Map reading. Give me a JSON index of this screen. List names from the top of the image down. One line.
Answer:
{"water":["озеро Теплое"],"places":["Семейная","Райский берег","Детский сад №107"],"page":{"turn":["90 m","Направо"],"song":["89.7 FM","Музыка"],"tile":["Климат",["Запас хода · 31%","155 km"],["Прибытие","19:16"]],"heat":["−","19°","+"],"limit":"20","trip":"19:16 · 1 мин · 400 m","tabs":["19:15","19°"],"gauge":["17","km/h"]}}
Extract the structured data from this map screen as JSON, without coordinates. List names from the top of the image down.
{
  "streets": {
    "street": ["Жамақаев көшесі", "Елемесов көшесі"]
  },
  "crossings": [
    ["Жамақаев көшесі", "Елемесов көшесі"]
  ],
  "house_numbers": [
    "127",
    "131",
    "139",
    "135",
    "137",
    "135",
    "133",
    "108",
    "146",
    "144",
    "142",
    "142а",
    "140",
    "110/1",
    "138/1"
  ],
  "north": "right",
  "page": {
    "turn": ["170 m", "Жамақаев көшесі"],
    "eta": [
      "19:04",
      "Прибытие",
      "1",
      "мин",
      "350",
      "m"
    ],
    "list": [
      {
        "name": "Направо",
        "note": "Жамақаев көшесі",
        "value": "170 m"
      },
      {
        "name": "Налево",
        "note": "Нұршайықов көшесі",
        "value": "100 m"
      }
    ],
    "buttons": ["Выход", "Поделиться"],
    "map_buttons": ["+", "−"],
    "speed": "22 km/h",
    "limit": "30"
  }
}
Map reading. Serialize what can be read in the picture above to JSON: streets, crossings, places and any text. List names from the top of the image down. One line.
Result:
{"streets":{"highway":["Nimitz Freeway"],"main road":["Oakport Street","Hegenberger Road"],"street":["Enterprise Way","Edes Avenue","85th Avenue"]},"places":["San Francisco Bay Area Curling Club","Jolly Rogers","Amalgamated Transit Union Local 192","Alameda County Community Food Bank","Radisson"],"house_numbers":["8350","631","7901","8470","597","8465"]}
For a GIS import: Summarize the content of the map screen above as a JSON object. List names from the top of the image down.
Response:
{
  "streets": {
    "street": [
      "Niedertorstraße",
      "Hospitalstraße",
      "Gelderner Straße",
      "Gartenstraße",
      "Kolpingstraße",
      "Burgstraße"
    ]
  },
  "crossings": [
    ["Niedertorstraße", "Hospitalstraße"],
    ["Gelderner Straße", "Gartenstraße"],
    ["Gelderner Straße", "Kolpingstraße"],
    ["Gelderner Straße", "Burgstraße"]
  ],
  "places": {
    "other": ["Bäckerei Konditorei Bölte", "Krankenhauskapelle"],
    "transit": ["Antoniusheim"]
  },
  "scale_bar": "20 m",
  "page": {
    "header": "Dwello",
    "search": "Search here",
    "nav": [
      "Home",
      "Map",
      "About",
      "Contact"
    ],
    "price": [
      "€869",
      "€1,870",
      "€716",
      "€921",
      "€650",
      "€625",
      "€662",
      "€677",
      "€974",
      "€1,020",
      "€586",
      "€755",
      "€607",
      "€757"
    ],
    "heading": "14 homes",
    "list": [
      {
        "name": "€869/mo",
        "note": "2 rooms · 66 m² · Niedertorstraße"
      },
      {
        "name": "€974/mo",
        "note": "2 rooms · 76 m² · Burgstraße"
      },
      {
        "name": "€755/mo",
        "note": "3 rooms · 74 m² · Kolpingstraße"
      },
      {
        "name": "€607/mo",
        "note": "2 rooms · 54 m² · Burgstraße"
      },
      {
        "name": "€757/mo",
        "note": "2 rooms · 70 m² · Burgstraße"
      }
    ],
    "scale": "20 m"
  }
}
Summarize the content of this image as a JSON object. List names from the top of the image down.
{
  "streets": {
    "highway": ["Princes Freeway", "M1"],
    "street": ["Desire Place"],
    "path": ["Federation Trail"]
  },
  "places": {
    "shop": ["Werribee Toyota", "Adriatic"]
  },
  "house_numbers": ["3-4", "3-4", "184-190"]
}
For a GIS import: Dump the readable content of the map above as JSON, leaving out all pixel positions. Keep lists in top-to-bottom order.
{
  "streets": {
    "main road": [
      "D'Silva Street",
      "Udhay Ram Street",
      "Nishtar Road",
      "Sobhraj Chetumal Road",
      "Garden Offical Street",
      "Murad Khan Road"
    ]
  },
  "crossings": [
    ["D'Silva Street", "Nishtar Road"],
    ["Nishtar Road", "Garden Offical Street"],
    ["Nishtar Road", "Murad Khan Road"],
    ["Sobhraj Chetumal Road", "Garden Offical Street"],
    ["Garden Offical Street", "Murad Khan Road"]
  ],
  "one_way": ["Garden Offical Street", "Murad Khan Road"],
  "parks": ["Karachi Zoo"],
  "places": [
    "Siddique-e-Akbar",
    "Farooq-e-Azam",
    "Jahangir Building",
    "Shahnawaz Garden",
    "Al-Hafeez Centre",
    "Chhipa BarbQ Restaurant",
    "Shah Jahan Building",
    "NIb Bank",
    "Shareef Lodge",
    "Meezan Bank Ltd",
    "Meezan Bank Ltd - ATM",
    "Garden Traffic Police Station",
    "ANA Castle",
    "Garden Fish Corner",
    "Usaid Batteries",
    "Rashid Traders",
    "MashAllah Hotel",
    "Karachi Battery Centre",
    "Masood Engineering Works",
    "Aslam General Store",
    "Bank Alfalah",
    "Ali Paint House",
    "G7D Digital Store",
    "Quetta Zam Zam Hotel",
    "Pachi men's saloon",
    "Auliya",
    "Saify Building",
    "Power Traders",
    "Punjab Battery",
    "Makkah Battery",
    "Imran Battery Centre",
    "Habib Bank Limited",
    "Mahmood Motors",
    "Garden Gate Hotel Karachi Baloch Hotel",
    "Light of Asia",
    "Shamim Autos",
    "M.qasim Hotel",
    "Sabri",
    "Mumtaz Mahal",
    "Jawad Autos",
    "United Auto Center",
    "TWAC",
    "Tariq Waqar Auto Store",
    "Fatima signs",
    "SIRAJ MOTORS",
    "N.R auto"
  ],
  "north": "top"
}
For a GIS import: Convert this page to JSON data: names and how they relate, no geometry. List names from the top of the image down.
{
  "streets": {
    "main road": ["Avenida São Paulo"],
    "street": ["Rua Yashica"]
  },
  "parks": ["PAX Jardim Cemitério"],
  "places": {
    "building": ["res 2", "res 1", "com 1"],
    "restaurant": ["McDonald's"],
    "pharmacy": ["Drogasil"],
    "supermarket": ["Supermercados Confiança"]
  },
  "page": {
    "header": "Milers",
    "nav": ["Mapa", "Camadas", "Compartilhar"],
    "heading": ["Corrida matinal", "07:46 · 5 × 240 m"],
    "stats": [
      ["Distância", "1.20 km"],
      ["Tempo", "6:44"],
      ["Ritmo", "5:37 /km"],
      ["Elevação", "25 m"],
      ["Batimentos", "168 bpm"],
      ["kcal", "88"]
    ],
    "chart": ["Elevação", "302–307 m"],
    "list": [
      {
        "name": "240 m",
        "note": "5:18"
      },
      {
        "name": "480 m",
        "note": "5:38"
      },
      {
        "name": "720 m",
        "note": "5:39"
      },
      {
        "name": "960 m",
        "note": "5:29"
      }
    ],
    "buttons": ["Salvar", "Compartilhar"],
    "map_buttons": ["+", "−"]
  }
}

---+---

* [Exercise details]: With every line kept whole, write out the records again exactly.

* [Written answer]:
Map reading. Give me a JSON index of this screen. List names from the top of the image down. One line.
Answer:
{"water":["озеро Теплое"],"places":["Семейная","Райский берег","Детский сад №107"],"page":{"turn":["90 m","Направо"],"song":["89.7 FM","Музыка"],"tile":["Климат",["Запас хода · 31%","155 km"],["Прибытие","19:16"]],"heat":["−","19°","+"],"limit":"20","trip":"19:16 · 1 мин · 400 m","tabs":["19:15","19°"],"gauge":["17","km/h"]}}
Extract the structured data from this map screen as JSON, without coordinates. List names from the top of the image down.
{
  "streets": {
    "street": ["Жамақаев көшесі", "Елемесов көшесі"]
  },
  "crossings": [
    ["Жамақаев көшесі", "Елемесов көшесі"]
  ],
  "house_numbers": [
    "127",
    "131",
    "139",
    "135",
    "137",
    "135",
    "133",
    "108",
    "146",
    "144",
    "142",
    "142а",
    "140",
    "110/1",
    "138/1"
  ],
  "north": "right",
  "page": {
    "turn": ["170 m", "Жамақаев көшесі"],
    "eta": [
      "19:04",
      "Прибытие",
      "1",
      "мин",
      "350",
      "m"
    ],
    "list": [
      {
        "name": "Направо",
        "note": "Жамақаев көшесі",
        "value": "170 m"
      },
      {
        "name": "Налево",
        "note": "Нұршайықов көшесі",
        "value": "100 m"
      }
    ],
    "buttons": ["Выход", "Поделиться"],
    "map_buttons": ["+", "−"],
    "speed": "22 km/h",
    "limit": "30"
  }
}
Map reading. Serialize what can be read in the picture above to JSON: streets, crossings, places and any text. List names from the top of the image down. One line.
Result:
{"streets":{"highway":["Nimitz Freeway"],"main road":["Oakport Street","Hegenberger Road"],"street":["Enterprise Way","Edes Avenue","85th Avenue"]},"places":["San Francisco Bay Area Curling Club","Jolly Rogers","Amalgamated Transit Union Local 192","Alameda County Community Food Bank","Radisson"],"house_numbers":["8350","631","7901","8470","597","8465"]}
For a GIS import: Summarize the content of the map screen above as a JSON object. List names from the top of the image down.
Response:
{
  "streets": {
    "street": [
      "Niedertorstraße",
      "Hospitalstraße",
      "Gelderner Straße",
      "Gartenstraße",
      "Kolpingstraße",
      "Burgstraße"
    ]
  },
  "crossings": [
    ["Niedertorstraße", "Hospitalstraße"],
    ["Gelderner Straße", "Gartenstraße"],
    ["Gelderner Straße", "Kolpingstraße"],
    ["Gelderner Straße", "Burgstraße"]
  ],
  "places": {
    "other": ["Bäckerei Konditorei Bölte", "Krankenhauskapelle"],
    "transit": ["Antoniusheim"]
  },
  "scale_bar": "20 m",
  "page": {
    "header": "Dwello",
    "search": "Search here",
    "nav": [
      "Home",
      "Map",
      "About",
      "Contact"
    ],
    "price": [
      "€869",
      "€1,870",
      "€716",
      "€921",
      "€650",
      "€625",
      "€662",
      "€677",
      "€974",
      "€1,020",
      "€586",
      "€755",
      "€607",
      "€757"
    ],
    "heading": "14 homes",
    "list": [
      {
        "name": "€869/mo",
        "note": "2 rooms · 66 m² · Niedertorstraße"
      },
      {
        "name": "€974/mo",
        "note": "2 rooms · 76 m² · Burgstraße"
      },
      {
        "name": "€755/mo",
        "note": "3 rooms · 74 m² · Kolpingstraße"
      },
      {
        "name": "€607/mo",
        "note": "2 rooms · 54 m² · Burgstraße"
      },
      {
        "name": "€757/mo",
        "note": "2 rooms · 70 m² · Burgstraße"
      }
    ],
    "scale": "20 m"
  }
}
Summarize the content of this image as a JSON object. List names from the top of the image down.
{
  "streets": {
    "highway": ["Princes Freeway", "M1"],
    "street": ["Desire Place"],
    "path": ["Federation Trail"]
  },
  "places": {
    "shop": ["Werribee Toyota", "Adriatic"]
  },
  "house_numbers": ["3-4", "3-4", "184-190"]
}
For a GIS import: Dump the readable content of the map above as JSON, leaving out all pixel positions. Keep lists in top-to-bottom order.
{
  "streets": {
    "main road": [
      "D'Silva Street",
      "Udhay Ram Street",
      "Nishtar Road",
      "Sobhraj Chetumal Road",
      "Garden Offical Street",
      "Murad Khan Road"
    ]
  },
  "crossings": [
    ["D'Silva Street", "Nishtar Road"],
    ["Nishtar Road", "Garden Offical Street"],
    ["Nishtar Road", "Murad Khan Road"],
    ["Sobhraj Chetumal Road", "Garden Offical Street"],
    ["Garden Offical Street", "Murad Khan Road"]
  ],
  "one_way": ["Garden Offical Street", "Murad Khan Road"],
  "parks": ["Karachi Zoo"],
  "places": [
    "Siddique-e-Akbar",
    "Farooq-e-Azam",
    "Jahangir Building",
    "Shahnawaz Garden",
    "Al-Hafeez Centre",
    "Chhipa BarbQ Restaurant",
    "Shah Jahan Building",
    "NIb Bank",
    "Shareef Lodge",
    "Meezan Bank Ltd",
    "Meezan Bank Ltd - ATM",
    "Garden Traffic Police Station",
    "ANA Castle",
    "Garden Fish Corner",
    "Usaid Batteries",
    "Rashid Traders",
    "MashAllah Hotel",
    "Karachi Battery Centre",
    "Masood Engineering Works",
    "Aslam General Store",
    "Bank Alfalah",
    "Ali Paint House",
    "G7D Digital Store",
    "Quetta Zam Zam Hotel",
    "Pachi men's saloon",
    "Auliya",
    "Saify Building",
    "Power Traders",
    "Punjab Battery",
    "Makkah Battery",
    "Imran Battery Centre",
    "Habib Bank Limited",
    "Mahmood Motors",
    "Garden Gate Hotel Karachi Baloch Hotel",
    "Light of Asia",
    "Shamim Autos",
    "M.qasim Hotel",
    "Sabri",
    "Mumtaz Mahal",
    "Jawad Autos",
    "United Auto Center",
    "TWAC",
    "Tariq Waqar Auto Store",
    "Fatima signs",
    "SIRAJ MOTORS",
    "N.R auto"
  ],
  "north": "top"
}
For a GIS import: Convert this page to JSON data: names and how they relate, no geometry. List names from the top of the image down.
{
  "streets": {
    "main road": ["Avenida São Paulo"],
    "street": ["Rua Yashica"]
  },
  "parks": ["PAX Jardim Cemitério"],
  "places": {
    "building": ["res 2", "res 1", "com 1"],
    "restaurant": ["McDonald's"],
    "pharmacy": ["Drogasil"],
    "supermarket": ["Supermercados Confiança"]
  },
  "page": {
    "header": "Milers",
    "nav": ["Mapa", "Camadas", "Compartilhar"],
    "heading": ["Corrida matinal", "07:46 · 5 × 240 m"],
    "stats": [
      ["Distância", "1.20 km"],
      ["Tempo", "6:44"],
      ["Ritmo", "5:37 /km"],
      ["Elevação", "25 m"],
      ["Batimentos", "168 bpm"],
      ["kcal", "88"]
    ],
    "chart": ["Elevação", "302–307 m"],
    "list": [
      {
        "name": "240 m",
        "note": "5:18"
      },
      {
        "name": "480 m",
        "note": "5:38"
      },
      {
        "name": "720 m",
        "note": "5:39"
      },
      {
        "name": "960 m",
        "note": "5:29"
      }
    ],
    "buttons": ["Salvar", "Compartilhar"],
    "map_buttons": ["+", "−"]
  }
}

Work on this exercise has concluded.